═══ Data in this exercise ═══

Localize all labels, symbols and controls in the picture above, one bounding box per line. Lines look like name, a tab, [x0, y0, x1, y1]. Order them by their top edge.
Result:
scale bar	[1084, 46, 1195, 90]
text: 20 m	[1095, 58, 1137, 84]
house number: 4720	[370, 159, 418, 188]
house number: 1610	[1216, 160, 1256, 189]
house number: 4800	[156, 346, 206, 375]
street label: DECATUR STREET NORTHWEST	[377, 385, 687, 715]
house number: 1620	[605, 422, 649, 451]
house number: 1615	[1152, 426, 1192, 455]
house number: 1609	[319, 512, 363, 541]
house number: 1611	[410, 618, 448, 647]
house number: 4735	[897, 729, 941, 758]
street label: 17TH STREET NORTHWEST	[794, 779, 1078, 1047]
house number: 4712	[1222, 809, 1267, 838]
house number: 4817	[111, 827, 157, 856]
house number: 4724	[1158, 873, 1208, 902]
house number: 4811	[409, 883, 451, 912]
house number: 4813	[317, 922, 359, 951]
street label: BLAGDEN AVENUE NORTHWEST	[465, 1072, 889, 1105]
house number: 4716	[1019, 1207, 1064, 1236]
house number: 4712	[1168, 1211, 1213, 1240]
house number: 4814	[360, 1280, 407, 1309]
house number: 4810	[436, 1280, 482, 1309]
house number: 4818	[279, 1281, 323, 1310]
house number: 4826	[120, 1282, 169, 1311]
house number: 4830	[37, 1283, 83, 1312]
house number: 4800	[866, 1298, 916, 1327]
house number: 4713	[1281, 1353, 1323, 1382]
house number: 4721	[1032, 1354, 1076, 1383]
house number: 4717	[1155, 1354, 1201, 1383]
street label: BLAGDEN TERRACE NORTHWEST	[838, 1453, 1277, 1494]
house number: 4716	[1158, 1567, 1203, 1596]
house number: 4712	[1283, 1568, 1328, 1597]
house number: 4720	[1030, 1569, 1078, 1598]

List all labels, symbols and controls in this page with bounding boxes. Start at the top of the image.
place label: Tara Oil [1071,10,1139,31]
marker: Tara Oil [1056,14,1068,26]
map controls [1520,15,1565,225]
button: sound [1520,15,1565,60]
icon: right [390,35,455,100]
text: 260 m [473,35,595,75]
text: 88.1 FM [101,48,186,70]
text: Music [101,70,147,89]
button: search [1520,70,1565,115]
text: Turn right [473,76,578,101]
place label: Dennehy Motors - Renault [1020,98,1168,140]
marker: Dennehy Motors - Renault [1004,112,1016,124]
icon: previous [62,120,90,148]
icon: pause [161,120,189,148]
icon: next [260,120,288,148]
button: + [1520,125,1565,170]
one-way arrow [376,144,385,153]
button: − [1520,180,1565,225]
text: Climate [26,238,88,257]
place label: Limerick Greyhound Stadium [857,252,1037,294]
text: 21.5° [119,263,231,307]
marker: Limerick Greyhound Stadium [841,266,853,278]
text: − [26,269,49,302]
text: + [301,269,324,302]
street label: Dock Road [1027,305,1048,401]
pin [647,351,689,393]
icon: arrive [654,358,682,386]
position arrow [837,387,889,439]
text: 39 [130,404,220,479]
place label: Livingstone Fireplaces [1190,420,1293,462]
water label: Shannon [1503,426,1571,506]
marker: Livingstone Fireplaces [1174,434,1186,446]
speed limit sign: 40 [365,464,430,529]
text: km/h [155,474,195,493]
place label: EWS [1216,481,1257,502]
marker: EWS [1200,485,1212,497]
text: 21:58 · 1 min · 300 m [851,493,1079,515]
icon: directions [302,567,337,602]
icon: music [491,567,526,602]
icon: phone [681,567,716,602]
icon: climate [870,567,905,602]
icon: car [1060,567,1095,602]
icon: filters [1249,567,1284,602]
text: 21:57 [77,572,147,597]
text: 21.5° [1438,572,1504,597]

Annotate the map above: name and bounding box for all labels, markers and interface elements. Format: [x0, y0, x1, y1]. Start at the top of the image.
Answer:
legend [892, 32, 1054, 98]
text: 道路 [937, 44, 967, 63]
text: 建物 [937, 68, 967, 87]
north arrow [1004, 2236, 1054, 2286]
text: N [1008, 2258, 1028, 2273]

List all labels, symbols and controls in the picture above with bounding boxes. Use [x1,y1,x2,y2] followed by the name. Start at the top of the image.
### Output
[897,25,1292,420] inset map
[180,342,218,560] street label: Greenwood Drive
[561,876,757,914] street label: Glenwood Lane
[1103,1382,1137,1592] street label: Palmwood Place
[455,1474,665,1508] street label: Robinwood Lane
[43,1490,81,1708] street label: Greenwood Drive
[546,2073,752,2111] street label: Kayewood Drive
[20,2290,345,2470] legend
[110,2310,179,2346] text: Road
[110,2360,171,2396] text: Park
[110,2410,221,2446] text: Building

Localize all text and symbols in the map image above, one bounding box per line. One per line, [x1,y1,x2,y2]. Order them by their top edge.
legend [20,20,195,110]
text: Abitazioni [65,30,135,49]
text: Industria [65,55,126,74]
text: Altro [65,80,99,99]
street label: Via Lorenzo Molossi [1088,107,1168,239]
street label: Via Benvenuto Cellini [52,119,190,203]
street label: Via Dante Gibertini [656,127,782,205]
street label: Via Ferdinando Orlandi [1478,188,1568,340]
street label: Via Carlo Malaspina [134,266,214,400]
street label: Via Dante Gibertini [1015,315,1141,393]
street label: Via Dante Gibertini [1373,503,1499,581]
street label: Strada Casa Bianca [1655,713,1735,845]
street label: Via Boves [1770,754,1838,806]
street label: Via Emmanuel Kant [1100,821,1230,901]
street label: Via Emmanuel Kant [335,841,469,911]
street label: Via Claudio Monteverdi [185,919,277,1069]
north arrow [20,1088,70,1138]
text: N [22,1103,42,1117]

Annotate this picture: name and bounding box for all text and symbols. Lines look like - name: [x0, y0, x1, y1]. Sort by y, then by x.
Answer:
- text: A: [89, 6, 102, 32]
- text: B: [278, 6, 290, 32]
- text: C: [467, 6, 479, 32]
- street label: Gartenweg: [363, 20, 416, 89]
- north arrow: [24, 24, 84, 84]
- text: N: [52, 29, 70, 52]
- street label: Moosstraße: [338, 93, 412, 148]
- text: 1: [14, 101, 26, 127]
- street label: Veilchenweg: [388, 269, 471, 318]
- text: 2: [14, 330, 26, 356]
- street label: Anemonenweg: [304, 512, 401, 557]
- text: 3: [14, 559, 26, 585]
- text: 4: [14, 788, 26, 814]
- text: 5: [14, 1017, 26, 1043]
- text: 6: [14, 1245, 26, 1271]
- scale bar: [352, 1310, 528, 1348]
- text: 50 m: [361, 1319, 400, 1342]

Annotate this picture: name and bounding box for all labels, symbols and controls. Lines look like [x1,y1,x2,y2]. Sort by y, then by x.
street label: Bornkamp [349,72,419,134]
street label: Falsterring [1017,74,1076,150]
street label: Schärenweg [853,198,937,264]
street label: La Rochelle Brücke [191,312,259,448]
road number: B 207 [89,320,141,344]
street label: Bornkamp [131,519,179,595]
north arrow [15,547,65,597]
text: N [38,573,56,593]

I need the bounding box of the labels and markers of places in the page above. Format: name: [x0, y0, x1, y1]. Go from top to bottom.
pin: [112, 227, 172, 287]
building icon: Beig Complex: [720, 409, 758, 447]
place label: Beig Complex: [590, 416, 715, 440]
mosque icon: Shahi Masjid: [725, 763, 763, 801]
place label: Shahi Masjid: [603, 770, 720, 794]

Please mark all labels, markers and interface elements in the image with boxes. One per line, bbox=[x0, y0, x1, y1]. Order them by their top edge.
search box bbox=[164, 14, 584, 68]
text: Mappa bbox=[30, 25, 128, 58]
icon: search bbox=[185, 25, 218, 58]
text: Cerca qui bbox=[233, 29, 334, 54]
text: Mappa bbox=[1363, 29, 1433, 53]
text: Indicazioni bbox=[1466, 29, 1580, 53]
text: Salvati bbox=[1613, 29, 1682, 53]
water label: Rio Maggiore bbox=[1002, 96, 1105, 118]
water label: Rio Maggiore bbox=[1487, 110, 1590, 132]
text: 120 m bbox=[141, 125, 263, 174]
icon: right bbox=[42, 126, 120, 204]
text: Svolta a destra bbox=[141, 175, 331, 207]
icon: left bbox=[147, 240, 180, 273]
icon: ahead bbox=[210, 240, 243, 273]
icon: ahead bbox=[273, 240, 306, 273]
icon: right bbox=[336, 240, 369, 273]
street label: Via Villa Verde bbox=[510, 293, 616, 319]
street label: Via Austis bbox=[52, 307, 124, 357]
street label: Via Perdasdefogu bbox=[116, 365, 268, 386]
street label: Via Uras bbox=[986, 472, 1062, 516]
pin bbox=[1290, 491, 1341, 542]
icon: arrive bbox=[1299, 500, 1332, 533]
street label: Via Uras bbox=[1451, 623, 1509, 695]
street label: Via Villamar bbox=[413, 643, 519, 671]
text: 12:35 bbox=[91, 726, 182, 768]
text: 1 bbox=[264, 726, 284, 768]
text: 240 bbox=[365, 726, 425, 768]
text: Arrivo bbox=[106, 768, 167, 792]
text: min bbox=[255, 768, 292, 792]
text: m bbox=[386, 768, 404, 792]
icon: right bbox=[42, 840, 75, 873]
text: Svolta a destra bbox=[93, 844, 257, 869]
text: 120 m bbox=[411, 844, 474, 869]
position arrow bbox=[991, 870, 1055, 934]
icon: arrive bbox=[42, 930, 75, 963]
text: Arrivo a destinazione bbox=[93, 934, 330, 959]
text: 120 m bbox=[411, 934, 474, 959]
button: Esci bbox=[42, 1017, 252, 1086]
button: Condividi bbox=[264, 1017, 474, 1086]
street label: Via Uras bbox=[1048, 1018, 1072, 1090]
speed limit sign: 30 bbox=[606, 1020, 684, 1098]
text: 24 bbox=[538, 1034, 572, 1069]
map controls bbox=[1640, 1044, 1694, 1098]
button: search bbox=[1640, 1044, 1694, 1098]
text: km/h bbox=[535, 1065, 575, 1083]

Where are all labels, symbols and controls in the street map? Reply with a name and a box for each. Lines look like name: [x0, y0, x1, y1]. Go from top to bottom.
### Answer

═══

= What you need to do =
Write out exactly the lines that fall from the line with "List all labels, symbols and controls in this" to the line with "List all labels, symbols and controls in the" in the records above, keeping both ends.

= Answer section =
List all labels, symbols and controls in this page with bounding boxes. Start at the top of the image.
place label: Tara Oil [1071,10,1139,31]
marker: Tara Oil [1056,14,1068,26]
map controls [1520,15,1565,225]
button: sound [1520,15,1565,60]
icon: right [390,35,455,100]
text: 260 m [473,35,595,75]
text: 88.1 FM [101,48,186,70]
text: Music [101,70,147,89]
button: search [1520,70,1565,115]
text: Turn right [473,76,578,101]
place label: Dennehy Motors - Renault [1020,98,1168,140]
marker: Dennehy Motors - Renault [1004,112,1016,124]
icon: previous [62,120,90,148]
icon: pause [161,120,189,148]
icon: next [260,120,288,148]
button: + [1520,125,1565,170]
one-way arrow [376,144,385,153]
button: − [1520,180,1565,225]
text: Climate [26,238,88,257]
place label: Limerick Greyhound Stadium [857,252,1037,294]
text: 21.5° [119,263,231,307]
marker: Limerick Greyhound Stadium [841,266,853,278]
text: − [26,269,49,302]
text: + [301,269,324,302]
street label: Dock Road [1027,305,1048,401]
pin [647,351,689,393]
icon: arrive [654,358,682,386]
position arrow [837,387,889,439]
text: 39 [130,404,220,479]
place label: Livingstone Fireplaces [1190,420,1293,462]
water label: Shannon [1503,426,1571,506]
marker: Livingstone Fireplaces [1174,434,1186,446]
speed limit sign: 40 [365,464,430,529]
text: km/h [155,474,195,493]
place label: EWS [1216,481,1257,502]
marker: EWS [1200,485,1212,497]
text: 21:58 · 1 min · 300 m [851,493,1079,515]
icon: directions [302,567,337,602]
icon: music [491,567,526,602]
icon: phone [681,567,716,602]
icon: climate [870,567,905,602]
icon: car [1060,567,1095,602]
icon: filters [1249,567,1284,602]
text: 21:57 [77,572,147,597]
text: 21.5° [1438,572,1504,597]

Annotate the map above: name and bounding box for all labels, markers and interface elements. Format: [x0, y0, x1, y1]. Start at the top of the image.
Answer:
legend [892, 32, 1054, 98]
text: 道路 [937, 44, 967, 63]
text: 建物 [937, 68, 967, 87]
north arrow [1004, 2236, 1054, 2286]
text: N [1008, 2258, 1028, 2273]

List all labels, symbols and controls in the picture above with bounding boxes. Use [x1,y1,x2,y2] followed by the name. Start at the top of the image.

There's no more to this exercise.